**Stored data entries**
--------------------------------
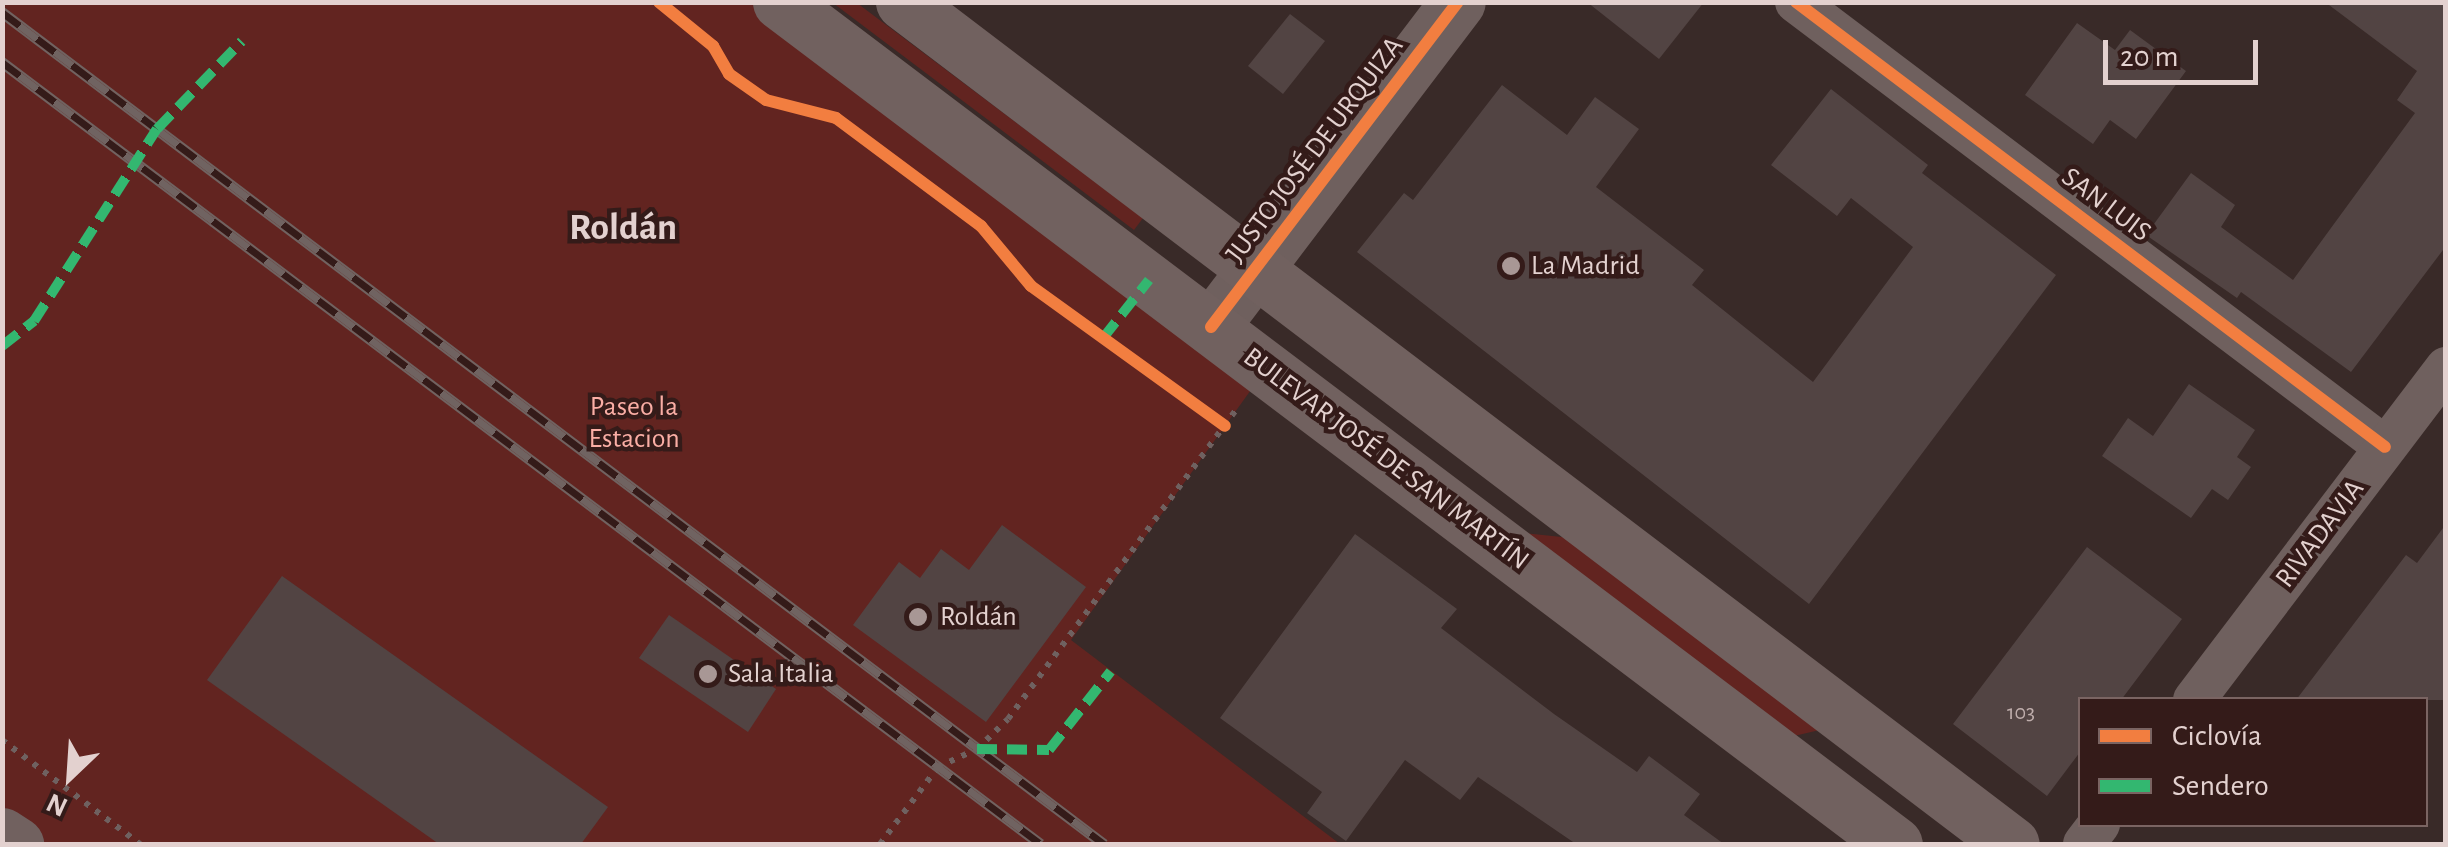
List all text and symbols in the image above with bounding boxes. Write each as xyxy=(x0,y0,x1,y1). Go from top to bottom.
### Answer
scale bar xyxy=(2108,20,2263,82)
street label: JUSTO JOSÉ DE URQUIZA xyxy=(1219,30,1411,270)
text: 20 m xyxy=(2120,42,2178,72)
street label: SAN LUIS xyxy=(2055,161,2157,249)
district label: Roldán xyxy=(569,206,677,252)
place label: La Madrid xyxy=(1531,249,1640,283)
marker: La Madrid xyxy=(1500,255,1522,277)
street label: BULEVAR JOSÉ DE SAN MARTÍN xyxy=(1237,341,1535,577)
park label: Paseo la Estacion xyxy=(588,390,680,456)
street label: RIVADAVIA xyxy=(2268,473,2372,595)
place label: Roldán xyxy=(940,600,1017,634)
marker: Roldán xyxy=(905,604,931,630)
place label: Sala Italia xyxy=(728,657,834,691)
marker: Sala Italia xyxy=(697,663,719,685)
legend xyxy=(2078,697,2428,827)
house number: 103 xyxy=(2007,700,2035,726)
text: Ciclovía xyxy=(2172,721,2262,751)
north arrow xyxy=(20,727,120,827)
text: Sendero xyxy=(2172,771,2269,801)
text: N xyxy=(43,787,72,821)

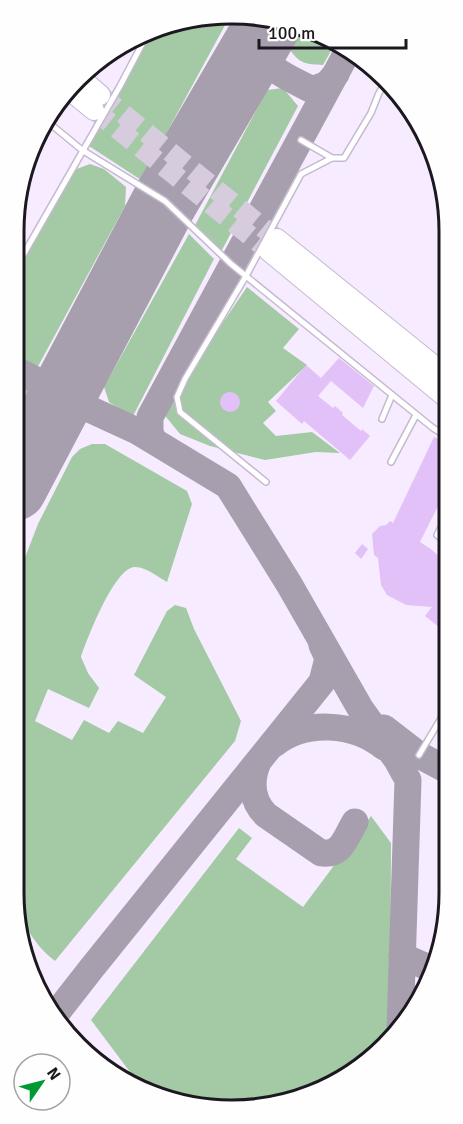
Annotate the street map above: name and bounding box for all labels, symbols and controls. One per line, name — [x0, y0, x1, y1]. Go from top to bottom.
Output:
scale bar — [259, 12, 406, 50]
text: 100 m — [268, 22, 315, 44]
north arrow — [12, 1052, 72, 1112]
text: N — [42, 1064, 65, 1084]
--------------------------------
**Task objective**
Looking at the entries above, count the lines that contain "bottom" and answer with only the number.

**Exercise solution**
2